▶ [INSTRUCTIONS FOR THE TASK]:
How many lines of these entries include the string "above"? State the number alone.

▶ [PROVIDED DATA]:
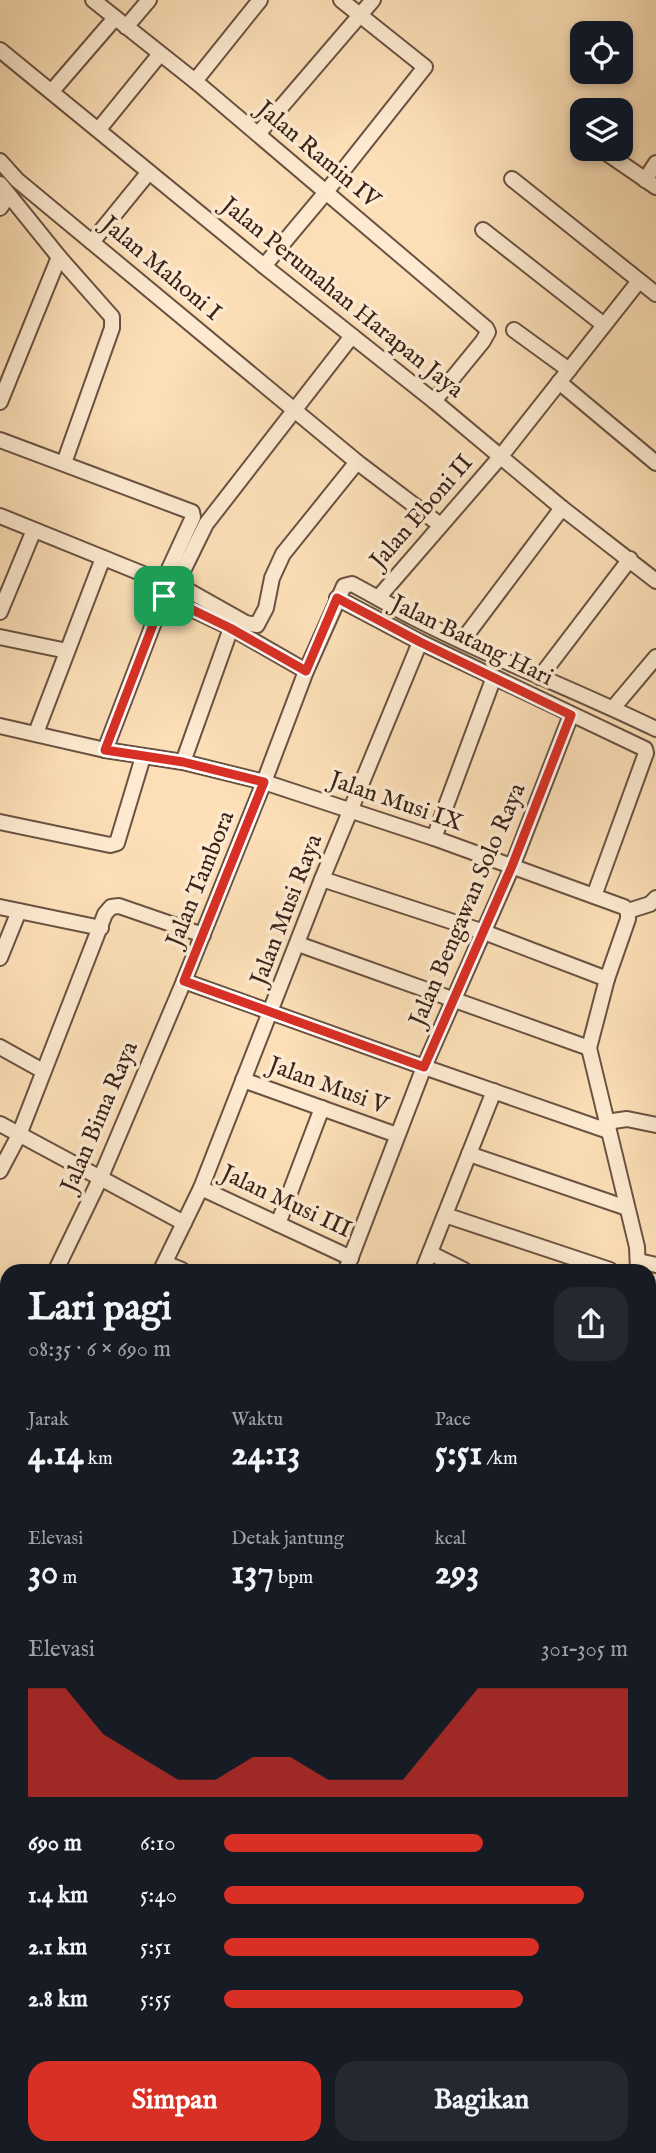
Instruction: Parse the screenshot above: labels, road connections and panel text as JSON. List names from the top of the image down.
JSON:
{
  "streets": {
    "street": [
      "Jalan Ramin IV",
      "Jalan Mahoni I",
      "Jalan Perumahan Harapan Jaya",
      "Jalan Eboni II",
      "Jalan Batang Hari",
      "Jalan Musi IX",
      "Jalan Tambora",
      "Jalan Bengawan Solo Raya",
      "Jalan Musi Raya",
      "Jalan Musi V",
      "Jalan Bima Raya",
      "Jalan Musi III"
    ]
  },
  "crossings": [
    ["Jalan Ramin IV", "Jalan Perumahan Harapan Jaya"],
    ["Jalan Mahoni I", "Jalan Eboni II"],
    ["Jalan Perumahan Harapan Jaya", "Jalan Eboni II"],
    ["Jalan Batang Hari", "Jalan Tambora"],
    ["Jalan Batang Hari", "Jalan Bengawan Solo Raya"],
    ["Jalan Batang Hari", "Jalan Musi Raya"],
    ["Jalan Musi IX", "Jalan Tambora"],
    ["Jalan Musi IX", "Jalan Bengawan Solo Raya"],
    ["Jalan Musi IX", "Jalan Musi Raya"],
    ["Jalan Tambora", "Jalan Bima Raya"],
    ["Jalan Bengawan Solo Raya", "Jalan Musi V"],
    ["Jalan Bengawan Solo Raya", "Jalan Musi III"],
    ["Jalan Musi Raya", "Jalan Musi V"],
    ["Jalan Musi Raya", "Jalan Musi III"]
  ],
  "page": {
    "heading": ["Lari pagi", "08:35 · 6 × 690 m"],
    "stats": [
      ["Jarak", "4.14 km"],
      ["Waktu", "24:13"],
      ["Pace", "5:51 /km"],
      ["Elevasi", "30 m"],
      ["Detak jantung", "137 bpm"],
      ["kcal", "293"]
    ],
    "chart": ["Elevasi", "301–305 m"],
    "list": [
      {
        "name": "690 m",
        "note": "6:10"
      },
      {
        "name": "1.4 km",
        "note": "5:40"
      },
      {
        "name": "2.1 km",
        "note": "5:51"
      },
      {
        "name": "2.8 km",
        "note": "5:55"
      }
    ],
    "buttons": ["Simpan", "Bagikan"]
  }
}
--
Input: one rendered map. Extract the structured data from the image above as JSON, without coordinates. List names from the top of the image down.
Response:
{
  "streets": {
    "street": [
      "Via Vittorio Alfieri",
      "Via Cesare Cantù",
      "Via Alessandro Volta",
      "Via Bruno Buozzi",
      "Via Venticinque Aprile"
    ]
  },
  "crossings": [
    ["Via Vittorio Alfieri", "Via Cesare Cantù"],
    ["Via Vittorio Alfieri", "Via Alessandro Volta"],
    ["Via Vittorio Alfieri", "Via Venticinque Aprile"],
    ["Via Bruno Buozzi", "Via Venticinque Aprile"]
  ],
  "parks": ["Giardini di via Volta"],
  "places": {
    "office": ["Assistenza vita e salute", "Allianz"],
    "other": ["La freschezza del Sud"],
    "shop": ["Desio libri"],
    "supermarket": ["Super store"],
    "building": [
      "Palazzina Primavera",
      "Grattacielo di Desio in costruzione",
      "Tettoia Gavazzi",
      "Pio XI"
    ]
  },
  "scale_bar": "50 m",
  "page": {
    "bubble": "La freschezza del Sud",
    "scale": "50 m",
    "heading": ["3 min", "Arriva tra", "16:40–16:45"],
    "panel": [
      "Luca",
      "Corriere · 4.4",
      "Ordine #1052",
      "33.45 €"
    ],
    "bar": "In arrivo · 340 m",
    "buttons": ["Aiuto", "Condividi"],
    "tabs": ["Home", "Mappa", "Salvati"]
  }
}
* * *
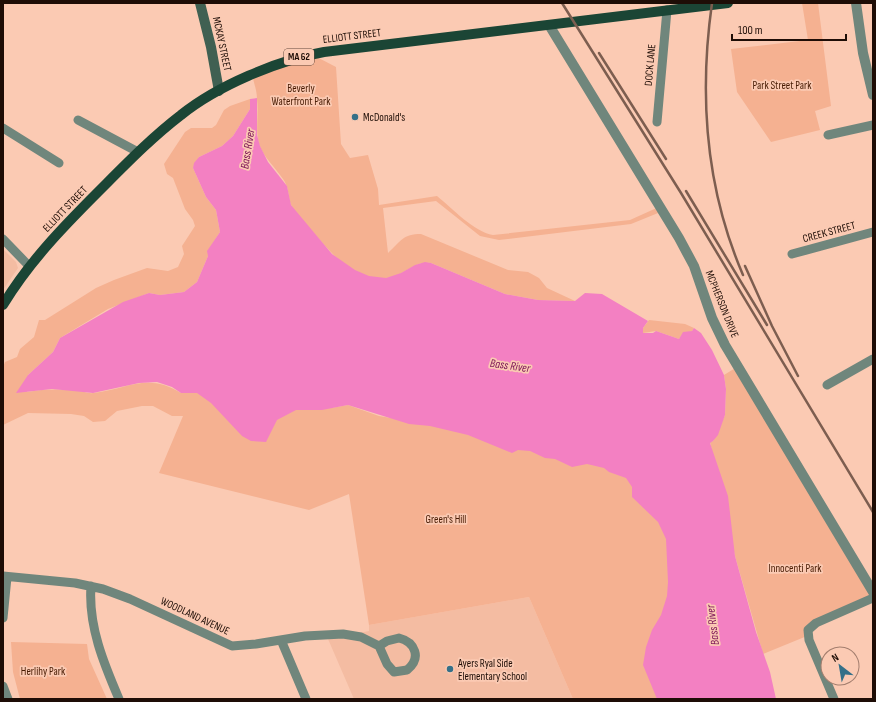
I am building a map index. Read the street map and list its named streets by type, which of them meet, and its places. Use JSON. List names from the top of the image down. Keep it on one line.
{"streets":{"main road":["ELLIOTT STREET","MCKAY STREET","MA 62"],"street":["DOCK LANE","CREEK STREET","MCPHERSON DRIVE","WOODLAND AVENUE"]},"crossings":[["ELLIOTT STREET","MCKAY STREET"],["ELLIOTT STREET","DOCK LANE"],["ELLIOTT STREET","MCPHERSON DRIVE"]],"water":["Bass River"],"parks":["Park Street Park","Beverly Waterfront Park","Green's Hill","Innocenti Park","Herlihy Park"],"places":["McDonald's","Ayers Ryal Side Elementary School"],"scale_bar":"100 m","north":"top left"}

▶ [EXPECTED ANSWER]:
2